→ **PROVIDED INFORMATION**:
=====

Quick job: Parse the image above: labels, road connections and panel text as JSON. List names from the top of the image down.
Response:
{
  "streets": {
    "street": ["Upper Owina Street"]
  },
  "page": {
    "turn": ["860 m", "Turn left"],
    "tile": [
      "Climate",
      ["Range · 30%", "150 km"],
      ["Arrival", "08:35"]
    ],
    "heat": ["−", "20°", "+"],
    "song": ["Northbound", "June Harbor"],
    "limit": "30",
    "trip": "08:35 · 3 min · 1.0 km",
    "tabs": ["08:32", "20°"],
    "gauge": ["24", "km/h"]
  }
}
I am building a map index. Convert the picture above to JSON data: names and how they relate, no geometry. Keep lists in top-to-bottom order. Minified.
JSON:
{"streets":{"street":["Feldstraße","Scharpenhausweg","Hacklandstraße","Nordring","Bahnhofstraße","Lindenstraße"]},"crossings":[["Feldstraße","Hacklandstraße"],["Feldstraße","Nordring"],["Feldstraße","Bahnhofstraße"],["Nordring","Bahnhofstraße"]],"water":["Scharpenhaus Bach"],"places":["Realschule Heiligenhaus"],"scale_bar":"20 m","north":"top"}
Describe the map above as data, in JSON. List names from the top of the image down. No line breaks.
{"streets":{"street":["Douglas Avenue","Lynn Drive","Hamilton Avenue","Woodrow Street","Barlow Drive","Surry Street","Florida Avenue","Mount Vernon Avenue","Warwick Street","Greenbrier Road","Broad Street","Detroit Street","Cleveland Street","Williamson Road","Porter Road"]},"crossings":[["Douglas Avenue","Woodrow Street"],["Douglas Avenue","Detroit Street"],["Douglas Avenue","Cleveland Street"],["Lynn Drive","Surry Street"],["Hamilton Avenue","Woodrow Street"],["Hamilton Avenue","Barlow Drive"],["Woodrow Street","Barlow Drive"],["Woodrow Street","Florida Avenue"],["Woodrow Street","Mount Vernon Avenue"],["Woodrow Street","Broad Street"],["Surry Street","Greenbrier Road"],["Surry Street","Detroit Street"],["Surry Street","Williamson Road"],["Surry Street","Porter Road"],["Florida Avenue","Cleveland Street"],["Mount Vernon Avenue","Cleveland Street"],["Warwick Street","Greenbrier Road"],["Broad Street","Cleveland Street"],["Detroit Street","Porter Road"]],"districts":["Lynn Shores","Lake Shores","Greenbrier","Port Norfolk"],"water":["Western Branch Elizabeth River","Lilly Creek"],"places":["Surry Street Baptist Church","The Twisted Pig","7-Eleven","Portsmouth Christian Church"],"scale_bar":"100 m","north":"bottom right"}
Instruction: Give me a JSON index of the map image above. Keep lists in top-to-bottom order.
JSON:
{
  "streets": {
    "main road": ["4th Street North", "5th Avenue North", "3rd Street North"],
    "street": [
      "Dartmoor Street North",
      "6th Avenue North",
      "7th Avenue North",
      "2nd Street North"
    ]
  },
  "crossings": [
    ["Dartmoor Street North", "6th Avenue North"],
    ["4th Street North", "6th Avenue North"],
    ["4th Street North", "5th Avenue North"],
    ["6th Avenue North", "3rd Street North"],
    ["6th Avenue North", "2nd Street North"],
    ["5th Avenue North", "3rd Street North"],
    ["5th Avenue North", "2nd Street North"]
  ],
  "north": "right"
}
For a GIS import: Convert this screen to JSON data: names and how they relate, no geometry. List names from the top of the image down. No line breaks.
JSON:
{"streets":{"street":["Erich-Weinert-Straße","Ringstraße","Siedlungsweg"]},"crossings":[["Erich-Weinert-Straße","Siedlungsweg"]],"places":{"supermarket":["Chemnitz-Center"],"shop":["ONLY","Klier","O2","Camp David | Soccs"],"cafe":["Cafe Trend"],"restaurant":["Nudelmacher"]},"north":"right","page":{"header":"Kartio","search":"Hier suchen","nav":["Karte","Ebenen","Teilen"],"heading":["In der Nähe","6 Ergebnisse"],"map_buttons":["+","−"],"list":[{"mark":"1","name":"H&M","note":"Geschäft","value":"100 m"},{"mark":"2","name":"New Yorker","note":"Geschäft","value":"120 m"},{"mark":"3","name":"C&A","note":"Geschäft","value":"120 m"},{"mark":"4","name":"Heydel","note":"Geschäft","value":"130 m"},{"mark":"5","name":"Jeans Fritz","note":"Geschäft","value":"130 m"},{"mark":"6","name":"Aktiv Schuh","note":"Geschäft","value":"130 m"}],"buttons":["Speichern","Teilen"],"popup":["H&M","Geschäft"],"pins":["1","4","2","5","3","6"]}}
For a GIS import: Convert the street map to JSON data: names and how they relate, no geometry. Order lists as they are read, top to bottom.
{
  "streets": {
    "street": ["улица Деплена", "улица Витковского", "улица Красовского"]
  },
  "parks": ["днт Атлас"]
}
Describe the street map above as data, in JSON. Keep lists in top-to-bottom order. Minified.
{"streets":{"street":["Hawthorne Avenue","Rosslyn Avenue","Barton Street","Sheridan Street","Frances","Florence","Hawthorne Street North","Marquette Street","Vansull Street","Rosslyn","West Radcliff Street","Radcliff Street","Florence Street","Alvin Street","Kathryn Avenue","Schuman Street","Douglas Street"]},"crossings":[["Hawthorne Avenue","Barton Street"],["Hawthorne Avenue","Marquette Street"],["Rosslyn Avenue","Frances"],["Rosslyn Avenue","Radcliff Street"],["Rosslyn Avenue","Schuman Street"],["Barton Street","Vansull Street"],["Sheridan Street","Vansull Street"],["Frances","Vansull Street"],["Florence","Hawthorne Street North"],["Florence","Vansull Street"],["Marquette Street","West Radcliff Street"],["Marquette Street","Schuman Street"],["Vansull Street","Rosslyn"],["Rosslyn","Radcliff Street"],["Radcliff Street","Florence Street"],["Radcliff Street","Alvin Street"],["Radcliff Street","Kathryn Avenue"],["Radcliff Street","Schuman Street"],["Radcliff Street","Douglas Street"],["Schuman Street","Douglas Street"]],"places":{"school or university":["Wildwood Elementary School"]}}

=====

→ **WHAT IS BEING ASKED**: Go line by line through the data above and report each one that holds the string "index".

→ **THE ANSWER**:
I am building a map index. Convert the picture above to JSON data: names and how they relate, no geometry. Keep lists in top-to-bottom order. Minified.
Instruction: Give me a JSON index of the map image above. Keep lists in top-to-bottom order.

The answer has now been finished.